Only the lines that contain the string "space" belong in the answer; pull them from the records.

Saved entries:
■ ■ ■ ■ ■ ■ ■
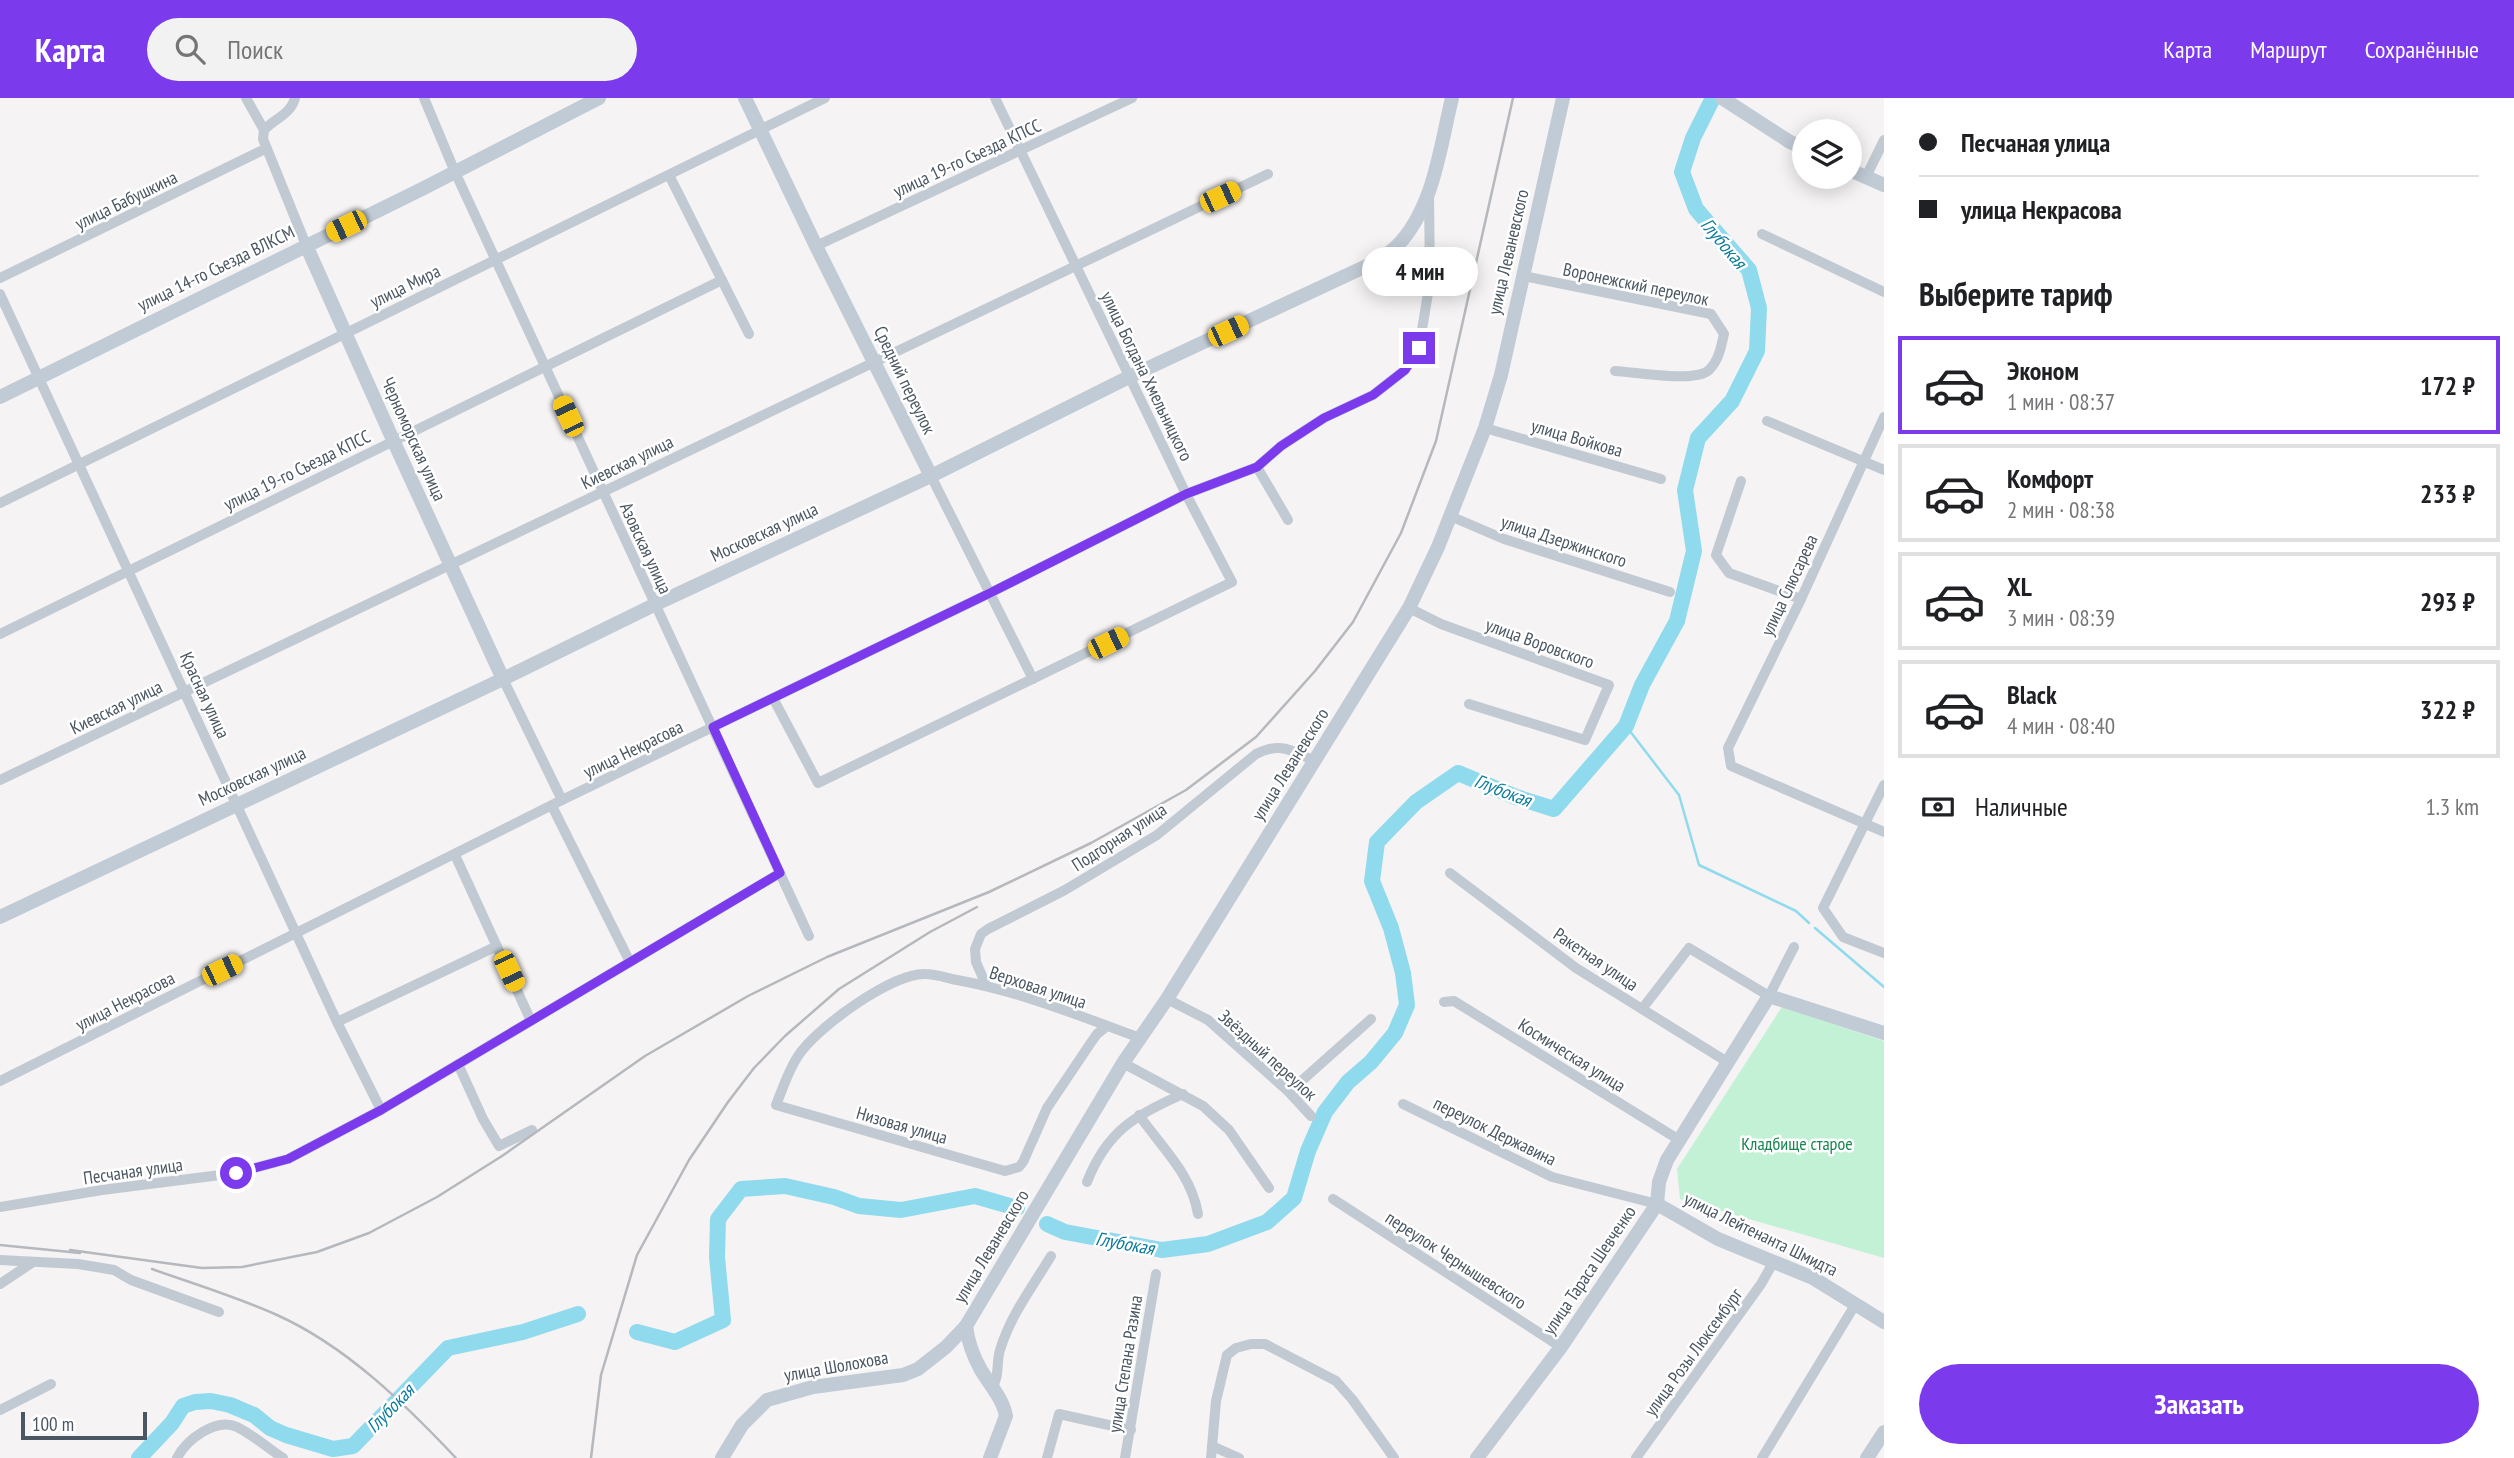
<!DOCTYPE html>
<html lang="ru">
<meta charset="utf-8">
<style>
:root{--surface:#fff;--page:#f2f2f2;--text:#202124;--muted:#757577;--line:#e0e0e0;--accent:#7c3aed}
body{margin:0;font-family:"PT Sans Narrow",sans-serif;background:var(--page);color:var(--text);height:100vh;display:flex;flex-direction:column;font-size:26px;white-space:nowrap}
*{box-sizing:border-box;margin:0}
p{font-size:23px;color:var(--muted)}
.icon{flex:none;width:38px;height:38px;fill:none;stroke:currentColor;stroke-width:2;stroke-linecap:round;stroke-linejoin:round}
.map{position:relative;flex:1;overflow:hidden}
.sheet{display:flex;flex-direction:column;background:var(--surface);width:630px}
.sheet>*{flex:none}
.guide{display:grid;align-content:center;height:154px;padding:0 35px;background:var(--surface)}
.controls{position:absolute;left:1792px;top:21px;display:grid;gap:14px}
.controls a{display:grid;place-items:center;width:70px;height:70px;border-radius:50%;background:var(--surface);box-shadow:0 4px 18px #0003;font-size:35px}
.scale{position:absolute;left:21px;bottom:18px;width:126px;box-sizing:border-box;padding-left:7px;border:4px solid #4a5661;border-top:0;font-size:19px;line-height:24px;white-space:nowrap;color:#4a5661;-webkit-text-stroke:5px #fff;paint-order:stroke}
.end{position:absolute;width:32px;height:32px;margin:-16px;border:9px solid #7c3aed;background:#fff;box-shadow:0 0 0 4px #fff}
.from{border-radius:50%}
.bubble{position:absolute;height:49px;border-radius:24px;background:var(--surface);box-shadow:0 4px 18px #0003;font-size:23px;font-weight:700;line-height:49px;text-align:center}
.car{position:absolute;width:21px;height:42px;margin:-21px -10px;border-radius:9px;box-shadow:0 0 5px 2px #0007;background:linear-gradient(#f5c518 24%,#345 0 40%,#f5c518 0 76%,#345 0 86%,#f5c518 0)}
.guide b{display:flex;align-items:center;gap:24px;height:66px;font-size:26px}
.guide b+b{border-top:2px solid var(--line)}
.guide i{width:18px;height:18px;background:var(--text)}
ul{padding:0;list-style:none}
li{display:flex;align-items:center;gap:21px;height:98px;margin:0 14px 10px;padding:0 21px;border:4px solid var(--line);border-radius:0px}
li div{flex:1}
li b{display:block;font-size:26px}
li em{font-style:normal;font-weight:700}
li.active{border-color:var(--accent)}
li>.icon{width:63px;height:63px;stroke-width:1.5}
h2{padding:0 35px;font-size:32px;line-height:84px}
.pay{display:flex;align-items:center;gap:18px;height:77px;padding:0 35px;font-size:26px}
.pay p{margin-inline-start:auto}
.primary-button{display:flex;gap:14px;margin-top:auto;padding:14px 35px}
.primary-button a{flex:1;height:80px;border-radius:42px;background:var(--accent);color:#fff;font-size:28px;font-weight:700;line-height:80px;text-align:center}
header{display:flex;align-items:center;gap:42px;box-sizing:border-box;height:98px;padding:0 35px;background:var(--accent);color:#fff}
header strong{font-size:33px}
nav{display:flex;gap:38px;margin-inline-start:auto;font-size:24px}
.search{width:490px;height:63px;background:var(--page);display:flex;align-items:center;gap:18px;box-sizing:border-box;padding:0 24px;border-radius:38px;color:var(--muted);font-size:26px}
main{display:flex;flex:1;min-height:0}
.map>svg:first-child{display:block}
.green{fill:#c3f1d5}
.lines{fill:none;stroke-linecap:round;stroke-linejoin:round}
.stream{stroke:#90daee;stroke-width:2.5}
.river{stroke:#90daee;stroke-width:16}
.street{stroke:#c1cad2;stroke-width:10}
.secondary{stroke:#c1cbd6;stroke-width:14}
.rail{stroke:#b5b8bd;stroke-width:2.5}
.route{stroke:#7c3aed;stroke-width:9}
.labels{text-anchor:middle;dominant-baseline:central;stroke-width:5;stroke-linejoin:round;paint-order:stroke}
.street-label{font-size:18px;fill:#4a5661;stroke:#fff}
.park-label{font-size:18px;fill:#17864f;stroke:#fff}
.water-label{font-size:19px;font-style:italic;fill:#0c7c9b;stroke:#fff}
</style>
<header>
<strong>Карта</strong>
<div class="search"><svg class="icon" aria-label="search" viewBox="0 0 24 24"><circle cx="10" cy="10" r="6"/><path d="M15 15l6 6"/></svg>Поиск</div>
<nav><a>Карта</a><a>Маршрут</a><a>Сохранённые</a></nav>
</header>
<main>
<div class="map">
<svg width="1884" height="1360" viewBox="0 0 1884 1360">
<rect width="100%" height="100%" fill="#f5f3f3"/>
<polygon class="green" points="1782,909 1884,943 1884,1160 1680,1101 1677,1071"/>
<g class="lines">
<g class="stream">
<polyline points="1626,628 1679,697 1699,767 1796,813 1809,825"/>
<polyline points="1815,830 1884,889"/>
</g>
<g class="river">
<polyline points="1047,1126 1065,1134 1162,1152 1208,1146 1267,1124 1294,1100 1308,1053 1325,1014 1348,984 1371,964 1395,935 1407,907 1403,875 1391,830 1372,783 1377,744 1416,704 1458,675 1516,699 1554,711 1626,628 1642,587 1677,523 1694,453 1685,392 1698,340 1732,303 1757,253 1759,210 1749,172 1696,111 1682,74 1693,40 1713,0"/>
<polyline points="637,1234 675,1244 723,1222 717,1159 718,1121 741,1091 785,1088 834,1099 859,1108 901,1112 975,1098 1017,1110"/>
<polyline points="139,1360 172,1325 183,1308 195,1304 211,1303 230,1307 254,1317 270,1330 286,1337 333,1351 353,1348 448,1250 523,1234 578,1216"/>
</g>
<g class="street">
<polyline points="246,0 264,32"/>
<path d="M295,0C291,16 274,21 264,32L263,41L306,147"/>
<polyline points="424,0 455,74 809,838"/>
<polyline points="669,77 749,236"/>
<polyline points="1866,79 1884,42"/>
<polyline points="1762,136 1884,194"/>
<polyline points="816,148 1132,0"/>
<path d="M1523,178L1711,216L1724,236C1721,249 1719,262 1709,272C1695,285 1635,274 1615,273"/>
<polyline points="0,180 265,51"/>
<polyline points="0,196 337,924 381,1012"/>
<polyline points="1884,319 1801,501 1728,650 1731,668 1884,734"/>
<polyline points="1767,323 1884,372"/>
<polyline points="1485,330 1661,381"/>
<polyline points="1257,369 1288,422"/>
<polyline points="931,378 1033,581"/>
<polyline points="1741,383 1716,457 1729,475 1801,501"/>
<polyline points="0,405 825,0"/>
<polyline points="1450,418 1504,441 1670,494"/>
<polyline points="1409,510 1441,526 1609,587 1585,642 1469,606"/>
<polyline points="0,536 722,182"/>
<polyline points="503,581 562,702"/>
<polyline points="773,600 818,685 1232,484 1186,396 995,0"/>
<polyline points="0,682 1268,76"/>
<polyline points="1884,687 1823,810 1843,839 1884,855"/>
<polyline points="552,708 630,864"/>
<polyline points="455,757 531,923"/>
<polyline points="1450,775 1576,870 1729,965"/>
<path d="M986,887L976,864L975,851L981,836L988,831L1065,792L1157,737L1256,656C1279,644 1293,652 1314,663"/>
<polyline points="1167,901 1208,922 1289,994 1311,1018"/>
<polyline points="1444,904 1454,903 1681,1043"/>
<polyline points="1642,911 1689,850 1769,898 1794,849"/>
<polyline points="337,924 497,848"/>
<path d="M1107,928L1097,936L1090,946L1047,1010L1023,1064L1019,1069L1005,1073L776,1007C783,990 788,973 798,958C816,930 892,875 925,876C936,876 947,880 957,882C1019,893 1080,918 1140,940"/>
<polyline points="1123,965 1203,1008 1229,1032 1269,1090"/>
<polyline points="458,966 483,1021 499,1048 532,1032"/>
<polyline points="0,983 562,702 990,495 1186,396 1257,369 1281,348 1324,320 1373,297 1405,272 1419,250 1430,183 1429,97"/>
<polyline points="1289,994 1371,921"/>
<polyline points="1403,1006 1552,1079 1657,1106"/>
<path d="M1139,1017C1162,1050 1191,1075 1198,1116"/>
<path d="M1087,1084C1107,1033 1135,1017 1183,996"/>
<polyline points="1333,1101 1561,1249"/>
<polyline points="0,1109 102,1092 236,1075 288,1061 381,1012 780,775"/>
<polyline points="0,1162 78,1166 114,1172 131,1182 219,1214"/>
<polyline points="0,1186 33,1164"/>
<path d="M992,1289C1000,1279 996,1264 1000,1252C1010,1218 1033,1188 1051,1158"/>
<polyline points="0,1312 51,1286"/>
<polyline points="1212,1348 1239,1360"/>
<path d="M177,1360C186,1342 216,1319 237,1329C253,1337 268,1350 283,1360"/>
<polyline points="1047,1360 1059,1316 1131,1332"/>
<polyline points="1125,1360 1156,1176"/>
<polyline points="1211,1360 1216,1303 1227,1257 1236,1250 1251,1246 1265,1246 1336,1283 1352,1301 1394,1360"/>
<polyline points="1636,1360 1761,1186 1773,1165"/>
<polyline points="1762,1360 1855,1207"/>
</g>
<g class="secondary">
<polyline points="745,0 816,148 931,378"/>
<polyline points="1722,0 1790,44 1804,50"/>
<polyline points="1850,72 1884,87"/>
<polyline points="306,147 393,342 503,581"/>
<polyline points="0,299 422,91 599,0"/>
<path d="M0,819L503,581L654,507L931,378L1131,278L1375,164C1382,159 1391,154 1397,148C1434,110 1440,49 1452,0"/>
<polyline points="1657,1106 1718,1141 1813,1180 1884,1224"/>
<path d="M966,1228C968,1244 973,1258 981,1272C990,1287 1003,1301 1006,1318L990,1360"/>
<polyline points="722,1360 742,1327 767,1302 813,1289 903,1277 918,1271 946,1249 966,1228 1123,965 1167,901 1409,510 1438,449 1485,330 1501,277 1563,0"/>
<polyline points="1477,1360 1561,1249 1657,1106 1659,1084 1667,1062 1769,898 1884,935"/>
<polyline points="1867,1360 1884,1334"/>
</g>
<g class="rail">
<polyline points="0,1147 80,1155"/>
<polyline points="70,1152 202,1170 242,1169 317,1154 369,1135 437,1099 502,1058 645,958 748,898 827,859 989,794 1091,745 1186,692 1256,639 1315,573 1353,524 1401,435 1436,343 1513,0"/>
<path d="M152,1171C194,1186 237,1199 277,1217C346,1248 405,1306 456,1360"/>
<polyline points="591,1360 601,1277 637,1157 689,1062 728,1004 754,970 785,938 839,891 930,834 977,809"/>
</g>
</g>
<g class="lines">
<polyline class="route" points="236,1075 288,1061 381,1012 780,775 713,629 990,495 1186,396 1257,369 1281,348 1324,320 1373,297 1405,272 1419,250"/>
</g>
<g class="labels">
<g class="street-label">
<text transform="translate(967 60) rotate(-25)">улица 19-го Съезда КПСС</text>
<text transform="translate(126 102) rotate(-26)">улица Бабушкина</text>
<text transform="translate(1508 154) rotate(-77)">улица Леваневского</text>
<text transform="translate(216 170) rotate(-26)">улица 14-го Съезда ВЛКСМ</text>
<text transform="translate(1636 186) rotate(12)">Воронежский переулок</text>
<text transform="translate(405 188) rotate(-26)">улица Мира</text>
<text transform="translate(1147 278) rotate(64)">улица Богдана Хмельницкого</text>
<text transform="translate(905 282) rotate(64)">Средний переулок</text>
<text transform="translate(1577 340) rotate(16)">улица Войкова</text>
<text transform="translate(414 341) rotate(66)">Черноморская улица</text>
<text transform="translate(627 364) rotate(-26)">Киевская улица</text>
<text transform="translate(297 372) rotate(-26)">улица 19-го Съезда КПСС</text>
<text transform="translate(764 434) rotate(-25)">Московская улица</text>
<text transform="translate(1564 443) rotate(18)">улица Дзержинского</text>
<text transform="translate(646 450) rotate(65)">Азовская улица</text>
<text transform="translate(1789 487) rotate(-65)">улица Слюсарева</text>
<text transform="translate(1540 545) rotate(20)">улица Воровского</text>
<text transform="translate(205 597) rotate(65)">Красная улица</text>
<text transform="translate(116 609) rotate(-26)">Киевская улица</text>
<text transform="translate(633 651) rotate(-26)">улица Некрасова</text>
<text transform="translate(1290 666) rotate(-58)">улица Леваневского</text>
<text transform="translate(252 678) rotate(-25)">Московская улица</text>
<text transform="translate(1119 739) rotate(-33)">Подгорная улица</text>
<text transform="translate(1596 861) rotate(34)">Ракетная улица</text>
<text transform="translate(1038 889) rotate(18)">Верховая улица</text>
<text transform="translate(125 903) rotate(-27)">улица Некрасова</text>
<text transform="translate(1268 957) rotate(42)">Звёздный переулок</text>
<text transform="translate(1572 957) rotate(32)">Космическая улица</text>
<text transform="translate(902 1027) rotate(16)">Низовая улица</text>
<text transform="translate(1495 1033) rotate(26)">переулок Державина</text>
<text transform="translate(133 1073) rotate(-8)">Песчаная улица</text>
<text transform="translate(1761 1136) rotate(26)">улица Лейтенанта Шмидта</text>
<text transform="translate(991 1148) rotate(-59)">улица Леваневского</text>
<text transform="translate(1456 1162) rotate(33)">переулок Чернышевского</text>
<text transform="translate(1589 1172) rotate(-56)">улица Тараса Шевченко</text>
<text transform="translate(1693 1254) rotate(-54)">улица Розы Люксембург</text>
<text transform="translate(1125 1266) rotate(-81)">улица Степана Разина</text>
<text transform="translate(836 1268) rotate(-10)">улица Шолохова</text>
</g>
<g class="park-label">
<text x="1797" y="1045">Кладбище старое</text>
</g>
<g class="water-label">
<text transform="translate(1724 145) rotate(50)">Глубокая</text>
<text transform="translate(1503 692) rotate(21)">Глубокая</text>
<text transform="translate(1125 1145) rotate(10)">Глубокая</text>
<text transform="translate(390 1310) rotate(-46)">Глубокая</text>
</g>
</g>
</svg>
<div class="controls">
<a><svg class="icon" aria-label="layers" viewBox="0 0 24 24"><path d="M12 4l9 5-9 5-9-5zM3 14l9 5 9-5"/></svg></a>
</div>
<div class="scale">100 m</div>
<i class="end from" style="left:236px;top:1075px"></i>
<i class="end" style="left:1419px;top:250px"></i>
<div class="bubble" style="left:1362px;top:149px;width:116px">4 мин</div>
<i class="car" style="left:1220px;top:99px;rotate:65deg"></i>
<i class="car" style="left:346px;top:128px;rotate:244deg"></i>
<i class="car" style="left:1228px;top:233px;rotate:65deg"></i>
<i class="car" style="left:568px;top:318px;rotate:335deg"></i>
<i class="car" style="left:1108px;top:545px;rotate:64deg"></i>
<i class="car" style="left:222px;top:872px;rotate:64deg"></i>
<i class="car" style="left:509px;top:873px;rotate:155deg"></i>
</div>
<section class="sheet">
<div class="guide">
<b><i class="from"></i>Песчаная улица</b>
<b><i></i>улица Некрасова</b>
</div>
<h2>Выберите тариф</h2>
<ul>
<li class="active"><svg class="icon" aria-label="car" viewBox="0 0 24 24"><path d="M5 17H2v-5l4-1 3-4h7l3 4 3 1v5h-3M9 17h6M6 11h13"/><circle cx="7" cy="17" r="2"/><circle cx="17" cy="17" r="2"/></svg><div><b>Эконом</b><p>1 мин · 08:37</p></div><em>172 ₽</em></li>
<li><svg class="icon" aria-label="car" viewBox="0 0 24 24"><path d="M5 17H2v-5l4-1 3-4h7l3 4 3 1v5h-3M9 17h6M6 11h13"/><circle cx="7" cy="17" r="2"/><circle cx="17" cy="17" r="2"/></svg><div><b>Комфорт</b><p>2 мин · 08:38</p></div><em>233 ₽</em></li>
<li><svg class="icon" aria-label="car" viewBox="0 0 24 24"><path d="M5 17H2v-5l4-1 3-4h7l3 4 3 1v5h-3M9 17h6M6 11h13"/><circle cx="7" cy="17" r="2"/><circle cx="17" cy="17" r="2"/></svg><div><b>XL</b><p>3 мин · 08:39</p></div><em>293 ₽</em></li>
<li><svg class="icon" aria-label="car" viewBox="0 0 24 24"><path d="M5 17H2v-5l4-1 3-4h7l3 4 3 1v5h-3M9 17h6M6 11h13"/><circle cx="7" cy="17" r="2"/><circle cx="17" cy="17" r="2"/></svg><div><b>Black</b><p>4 мин · 08:40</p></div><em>322 ₽</em></li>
</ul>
<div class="pay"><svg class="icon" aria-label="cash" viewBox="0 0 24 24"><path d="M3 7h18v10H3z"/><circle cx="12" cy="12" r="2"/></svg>Наличные<p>1.3 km</p></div>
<div class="primary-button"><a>Заказать</a></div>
</section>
</main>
■ ■ ■ ■ ■ ■ ■
Solution to this problem>
body{margin:0;font-family:"PT Sans Narrow",sans-serif;background:var(--page);color:var(--text);height:100vh;display:flex;flex-direction:column;font-size:26px;white-space:nowrap}
.scale{position:absolute;left:21px;bottom:18px;width:126px;box-sizing:border-box;padding-left:7px;border:4px solid #4a5661;border-top:0;font-size:19px;line-height:24px;white-space:nowrap;color:#4a5661;-webkit-text-stroke:5px #fff;paint-order:stroke}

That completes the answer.